Nunavik eyes new patient home in north-east Montreal

Mayor of local borough worried about social problems

By JANE GEORGE

The Nunavik health board would like patients and escorts from Nunavik to be housed in this former Chinese hospital at 7500 St. Denis Street in Montreal.


The Nunavik health board would like patients and escorts from Nunavik to be housed in this former Chinese hospital at 7500 St. Denis Street in Montreal.

The Nunavik board of regional health and social services and the Northern Quebec Module, which runs Nunavik patient services in Montreal, has proposed transforming a former Chinese hospital in the Villeray borough into a new patient residence for Nunavimmiut receiving medical treatment in the city.

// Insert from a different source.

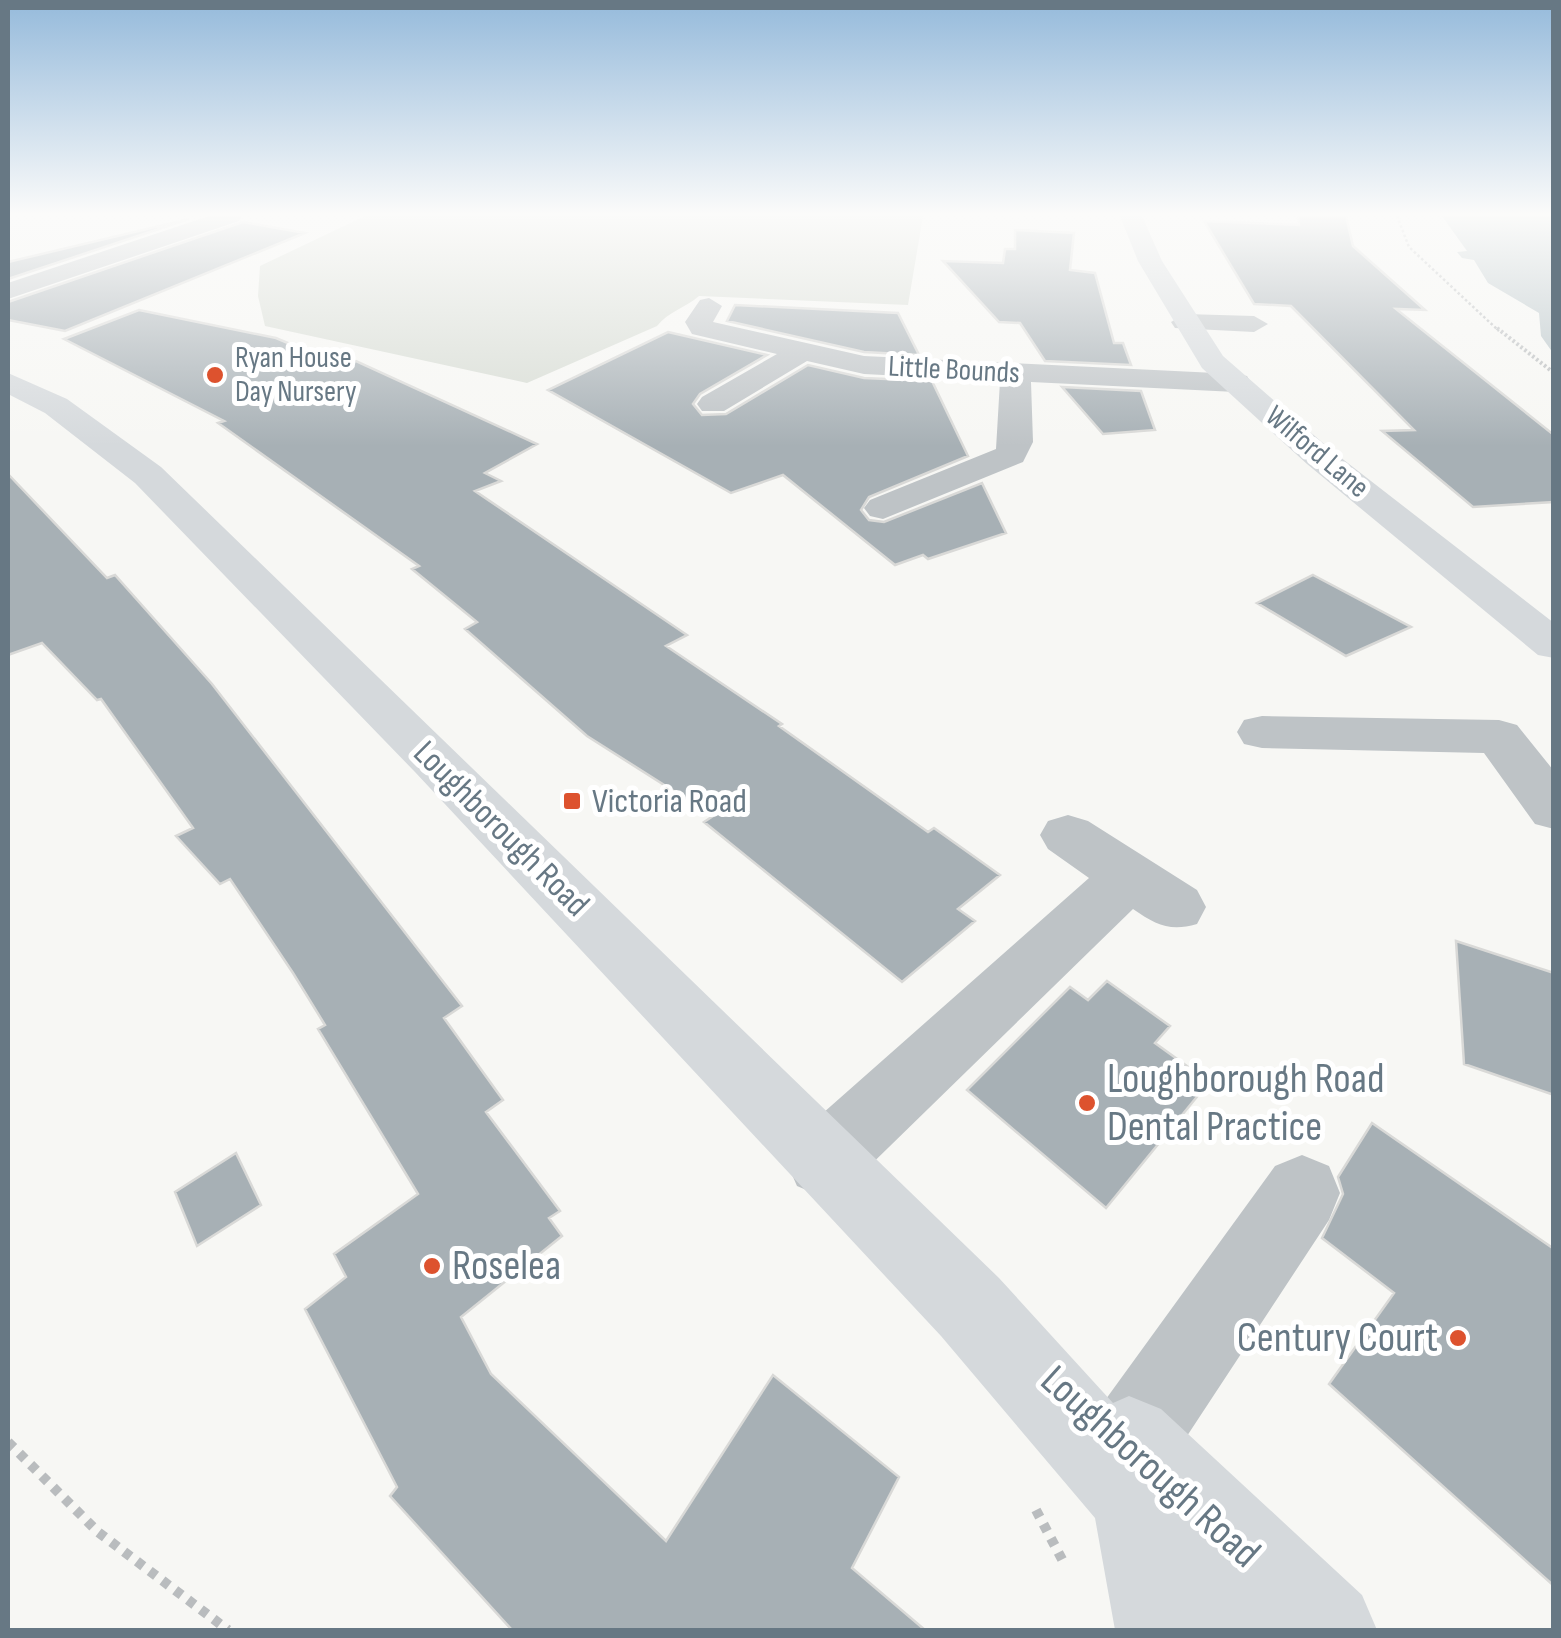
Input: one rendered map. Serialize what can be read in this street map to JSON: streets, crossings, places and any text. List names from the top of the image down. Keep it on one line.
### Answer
{"streets":{"main road":["Wilford Lane","Loughborough Road"],"street":["Little Bounds"]},"crossings":[["Little Bounds","Wilford Lane"]],"places":{"other":["Ryan House Day Nursery","Loughborough Road Dental Practice","Roselea","Century Court"],"transit":["Victoria Road"]}}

The former hospital is a stolid-looking, three-storey brick building on the corner of St. Denis Street and Faillon Est, about six kilometres east and north of the Montreal Children’s Hospital.

The hospital, which belongs to Quebec’s health department, would require about $12 million in renovations to make it suitable for a patient residence. The former hospital, which operated until the late 1990s, would be accommodate 150-beds as well as a mini-cultural centre to showcase Inuit art and culture.

But the proposed move from Notre-Dame-de-Grace, where the current patient residence, Nunavik House, is located, to 7500 St. Denis is far from certain.

The health and social services agency of Montreal, representatives from the Nunavik health board and the Northern Module met May 10 in Montreal with Anie Samson, the mayor of the Villeray-Saint-Michel-Parc-Extension, who told the Nunatsiaq News that she has serious concerns about the proposal to renovate the former hospital.

Samson said she already has her hands full of social problems.

Her borough is home to two of the five poorest neighbourhoods in Canada. There are more than 100 different ethnic groups in St. Michel and Park Extension, Samson said, but not in Villeray, which she described as a residential, fiercely “pure-white francophone” and separatist neighbourhood.

Villeray recently rejected proposal child care centres, she said—“they are against any change.”

For now, Villeray is her “neutral zone,” the section of her borough which takes fewer resources because the other areas of her borough have street gangs and other troubles to deal with.

“I have extremely limited resources and now I’d have another clientele to take care of. We would have to live with this new group. I don’t think we can do this well,” Samson said.

Social problems would be inevitable with the constantly changing clientele who would live at the facility— and what would have if residents were locked out due to a late arrival back or in an intoxicated state?

“People come from far away, they come into the city, where everything’s now, there’s action. It’s as if they were coming to Las Vegas! It’s natural that escorts who are with sick people would take advantage of that. It’s not a prison!”

In Samson’s opinion, the most persuasive point against renovating the hospital is its distance from the hospitals Nunavimmiut go to.

Quebec would be better putting its money into a new building attached to the McGill University’s future mega-hospital than renovating the former Chinese hospital.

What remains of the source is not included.